To assess the impact of prolonged lockdowns on population growth, scientists from Italy analyzed fertility rates at the end of 2020 in 22 high-income countries and compared these data with those before the pandemic. Together, these states account for 37% of the total number of reported cases of coronavirus and 34% of deaths from COVID-19.
The results showed that in most countries, many people of fertile age decided to postpone the decision of the issue of childbirth. The most significant decline in the fertility rate is observed in Italy: -9.1% compared to forecasts based on indicators of previous years. “Anti-records” in the number of births were recorded in Hungary (-8.5%), Spain (-8.4%), Portugal (-6.6%). In the United States, the birth rate has decreased by 7.1% compared to 2019.
The only exceptions were Denmark, Finland, Germany and the Netherlands. According to the authors of the study, this may be due to social policy and family support in these countries.

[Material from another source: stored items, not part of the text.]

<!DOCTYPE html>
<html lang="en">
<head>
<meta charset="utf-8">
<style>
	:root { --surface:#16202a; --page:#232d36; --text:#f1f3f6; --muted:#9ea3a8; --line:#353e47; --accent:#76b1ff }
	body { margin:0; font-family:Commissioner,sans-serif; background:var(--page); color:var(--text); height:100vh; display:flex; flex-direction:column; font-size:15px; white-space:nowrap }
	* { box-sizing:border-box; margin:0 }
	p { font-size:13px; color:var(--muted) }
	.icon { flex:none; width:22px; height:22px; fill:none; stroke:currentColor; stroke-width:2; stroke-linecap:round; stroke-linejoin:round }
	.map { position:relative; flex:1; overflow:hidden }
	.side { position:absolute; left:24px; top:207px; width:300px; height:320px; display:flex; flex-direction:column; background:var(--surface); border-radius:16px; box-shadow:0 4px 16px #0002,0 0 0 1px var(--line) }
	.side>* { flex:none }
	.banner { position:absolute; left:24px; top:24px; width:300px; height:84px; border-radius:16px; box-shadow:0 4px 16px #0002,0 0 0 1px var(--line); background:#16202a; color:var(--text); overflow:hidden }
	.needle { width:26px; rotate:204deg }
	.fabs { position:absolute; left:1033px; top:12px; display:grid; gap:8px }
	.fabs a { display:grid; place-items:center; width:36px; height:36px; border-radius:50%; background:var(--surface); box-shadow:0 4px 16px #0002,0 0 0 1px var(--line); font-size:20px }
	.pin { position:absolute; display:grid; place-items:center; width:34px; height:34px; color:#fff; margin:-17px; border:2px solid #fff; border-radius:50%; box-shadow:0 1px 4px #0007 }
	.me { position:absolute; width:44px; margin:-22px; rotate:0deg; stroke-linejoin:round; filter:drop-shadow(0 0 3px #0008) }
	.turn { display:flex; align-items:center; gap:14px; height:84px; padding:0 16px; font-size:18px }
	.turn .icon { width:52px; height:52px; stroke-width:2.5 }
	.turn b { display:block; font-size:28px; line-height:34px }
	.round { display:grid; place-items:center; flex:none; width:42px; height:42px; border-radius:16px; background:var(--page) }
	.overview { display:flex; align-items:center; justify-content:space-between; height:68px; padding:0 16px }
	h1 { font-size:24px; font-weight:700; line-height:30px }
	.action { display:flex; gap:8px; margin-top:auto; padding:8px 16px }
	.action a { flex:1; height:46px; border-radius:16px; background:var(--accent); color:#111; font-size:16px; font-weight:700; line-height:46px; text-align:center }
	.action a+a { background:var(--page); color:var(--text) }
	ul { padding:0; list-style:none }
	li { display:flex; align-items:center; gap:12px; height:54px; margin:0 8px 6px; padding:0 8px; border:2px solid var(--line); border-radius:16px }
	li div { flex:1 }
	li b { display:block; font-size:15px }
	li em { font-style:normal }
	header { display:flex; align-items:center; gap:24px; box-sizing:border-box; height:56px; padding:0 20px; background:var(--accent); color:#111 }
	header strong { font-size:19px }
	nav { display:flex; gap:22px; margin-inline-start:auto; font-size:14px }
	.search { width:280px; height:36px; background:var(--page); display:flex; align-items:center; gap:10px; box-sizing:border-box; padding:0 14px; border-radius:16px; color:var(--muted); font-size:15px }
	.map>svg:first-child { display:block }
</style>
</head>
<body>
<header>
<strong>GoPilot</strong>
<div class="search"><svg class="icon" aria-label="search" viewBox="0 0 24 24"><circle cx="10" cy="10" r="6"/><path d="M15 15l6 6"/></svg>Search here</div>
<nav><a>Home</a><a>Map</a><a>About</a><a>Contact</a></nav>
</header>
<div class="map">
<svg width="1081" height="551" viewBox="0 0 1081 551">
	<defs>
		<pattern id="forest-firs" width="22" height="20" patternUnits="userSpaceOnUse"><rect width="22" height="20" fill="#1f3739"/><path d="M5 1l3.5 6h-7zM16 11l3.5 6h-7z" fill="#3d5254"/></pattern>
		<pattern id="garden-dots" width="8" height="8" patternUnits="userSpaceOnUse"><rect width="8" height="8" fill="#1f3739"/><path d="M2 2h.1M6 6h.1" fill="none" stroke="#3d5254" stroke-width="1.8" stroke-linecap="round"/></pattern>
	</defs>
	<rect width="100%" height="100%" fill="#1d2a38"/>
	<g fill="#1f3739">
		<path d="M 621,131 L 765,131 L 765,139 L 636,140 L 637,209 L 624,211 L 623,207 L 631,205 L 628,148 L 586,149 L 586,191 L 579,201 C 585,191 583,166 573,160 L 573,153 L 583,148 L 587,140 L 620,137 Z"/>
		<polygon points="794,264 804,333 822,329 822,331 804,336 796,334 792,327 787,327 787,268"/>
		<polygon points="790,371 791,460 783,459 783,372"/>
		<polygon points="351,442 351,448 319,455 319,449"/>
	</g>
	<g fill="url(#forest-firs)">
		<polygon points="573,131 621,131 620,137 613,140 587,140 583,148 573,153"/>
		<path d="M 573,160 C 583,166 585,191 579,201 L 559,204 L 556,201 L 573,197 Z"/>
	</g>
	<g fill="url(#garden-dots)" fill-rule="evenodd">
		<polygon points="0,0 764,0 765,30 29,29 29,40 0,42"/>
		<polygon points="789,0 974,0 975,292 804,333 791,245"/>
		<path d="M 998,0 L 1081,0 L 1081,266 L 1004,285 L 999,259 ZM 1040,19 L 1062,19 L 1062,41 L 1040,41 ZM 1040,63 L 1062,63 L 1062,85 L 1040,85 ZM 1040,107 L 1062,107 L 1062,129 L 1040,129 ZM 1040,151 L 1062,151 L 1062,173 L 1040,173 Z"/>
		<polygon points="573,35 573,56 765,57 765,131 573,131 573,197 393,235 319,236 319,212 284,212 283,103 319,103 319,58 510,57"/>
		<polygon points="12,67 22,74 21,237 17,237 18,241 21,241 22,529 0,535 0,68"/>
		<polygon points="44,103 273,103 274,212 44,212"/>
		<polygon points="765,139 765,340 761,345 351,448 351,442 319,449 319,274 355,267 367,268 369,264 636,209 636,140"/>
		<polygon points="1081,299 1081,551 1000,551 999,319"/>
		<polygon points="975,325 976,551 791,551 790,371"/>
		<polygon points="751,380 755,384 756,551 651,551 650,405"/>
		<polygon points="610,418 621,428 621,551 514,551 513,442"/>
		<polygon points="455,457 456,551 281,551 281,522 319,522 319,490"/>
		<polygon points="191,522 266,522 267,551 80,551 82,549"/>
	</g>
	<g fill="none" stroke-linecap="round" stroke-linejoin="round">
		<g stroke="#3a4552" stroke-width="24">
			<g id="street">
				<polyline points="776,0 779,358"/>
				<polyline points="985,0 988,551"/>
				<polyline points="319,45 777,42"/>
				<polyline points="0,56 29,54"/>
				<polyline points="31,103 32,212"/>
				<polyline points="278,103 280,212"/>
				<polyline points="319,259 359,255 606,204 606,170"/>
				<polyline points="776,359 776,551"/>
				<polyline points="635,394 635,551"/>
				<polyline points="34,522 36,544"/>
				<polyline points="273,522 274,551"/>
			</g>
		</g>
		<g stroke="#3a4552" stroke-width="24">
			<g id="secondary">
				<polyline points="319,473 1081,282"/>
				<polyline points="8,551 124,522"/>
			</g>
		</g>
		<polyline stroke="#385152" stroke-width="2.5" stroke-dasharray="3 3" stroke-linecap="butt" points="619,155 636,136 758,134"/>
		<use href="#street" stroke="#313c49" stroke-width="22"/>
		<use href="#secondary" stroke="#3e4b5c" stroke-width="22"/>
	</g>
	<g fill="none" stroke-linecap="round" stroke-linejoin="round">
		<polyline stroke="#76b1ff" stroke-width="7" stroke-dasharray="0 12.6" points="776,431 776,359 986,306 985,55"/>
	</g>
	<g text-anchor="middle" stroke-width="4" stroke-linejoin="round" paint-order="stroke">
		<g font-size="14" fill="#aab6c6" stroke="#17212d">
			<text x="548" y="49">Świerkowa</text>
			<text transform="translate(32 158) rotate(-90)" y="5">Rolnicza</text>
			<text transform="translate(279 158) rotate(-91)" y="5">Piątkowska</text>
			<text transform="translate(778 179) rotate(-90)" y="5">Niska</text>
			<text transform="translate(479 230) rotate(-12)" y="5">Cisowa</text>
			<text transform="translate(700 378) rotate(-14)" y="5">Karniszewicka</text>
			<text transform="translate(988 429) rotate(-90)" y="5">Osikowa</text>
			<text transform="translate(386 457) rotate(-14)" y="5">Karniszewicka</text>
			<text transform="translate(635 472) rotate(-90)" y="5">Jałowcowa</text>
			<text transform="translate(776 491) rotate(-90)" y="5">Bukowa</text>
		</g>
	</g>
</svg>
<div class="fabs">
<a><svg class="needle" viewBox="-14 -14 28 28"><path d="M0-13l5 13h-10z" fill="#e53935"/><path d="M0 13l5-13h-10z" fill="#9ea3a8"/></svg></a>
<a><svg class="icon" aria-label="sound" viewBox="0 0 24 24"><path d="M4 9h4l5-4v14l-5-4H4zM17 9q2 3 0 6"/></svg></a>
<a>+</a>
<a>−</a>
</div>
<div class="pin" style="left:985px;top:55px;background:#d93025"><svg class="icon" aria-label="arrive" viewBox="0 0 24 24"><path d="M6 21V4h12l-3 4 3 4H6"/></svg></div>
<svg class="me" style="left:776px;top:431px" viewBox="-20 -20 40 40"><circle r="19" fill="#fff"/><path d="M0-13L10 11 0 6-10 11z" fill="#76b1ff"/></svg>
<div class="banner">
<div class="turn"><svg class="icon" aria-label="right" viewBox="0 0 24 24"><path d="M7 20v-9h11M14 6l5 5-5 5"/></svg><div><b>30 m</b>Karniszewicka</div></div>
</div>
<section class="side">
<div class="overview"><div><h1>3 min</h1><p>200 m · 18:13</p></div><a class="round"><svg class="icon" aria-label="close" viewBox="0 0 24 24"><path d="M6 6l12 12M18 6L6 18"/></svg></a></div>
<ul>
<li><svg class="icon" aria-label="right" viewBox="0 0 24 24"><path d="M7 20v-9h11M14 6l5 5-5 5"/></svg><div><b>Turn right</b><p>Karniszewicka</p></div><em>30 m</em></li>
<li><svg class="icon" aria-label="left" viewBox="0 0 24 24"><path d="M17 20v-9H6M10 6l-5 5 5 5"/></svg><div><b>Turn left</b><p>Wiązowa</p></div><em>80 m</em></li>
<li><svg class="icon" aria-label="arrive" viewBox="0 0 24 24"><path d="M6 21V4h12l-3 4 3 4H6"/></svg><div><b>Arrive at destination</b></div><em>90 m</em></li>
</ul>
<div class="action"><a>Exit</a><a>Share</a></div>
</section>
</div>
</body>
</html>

Scientists noted that these data are consistent with the results of surveys on childbearing plans conducted in Germany, France, Spain and the UK at the beginning of the first wave of COVID-19. About 73% of people who wanted to have children in 2020 decided to postpone pregnancy or even abandoned such plans.
In addition, in 2020, about 8% of women in Japan who terminated their pregnancies decided to take this step due to the pandemic. Most of them were forced to have an abortion due to the loss of their partner’s job or a decrease in his income, while others admitted that they were too afraid of contracting coronavirus during pregnancy.
“At the start of the pandemic, there was a popular media idea that isolation would lead to a baby boom as couples spend more time together. But if you look at the birth rate during other disasters and shocks, it turns out that in such circumstances, a demographic collapse occurs. Although, as we can see, this does not happen in all countries, ”said lead author of the study, Arnstein Aassve.
Note that the demographic results of 2020 in Russia turned out to be the worst over the past 15 years: the population decreased by 582.2 thousand people. The last time such similar indicators were recorded in 2003. The number of births in the first year of the pandemic decreased by 48.8 thousand. A similar decline was observed in 2002.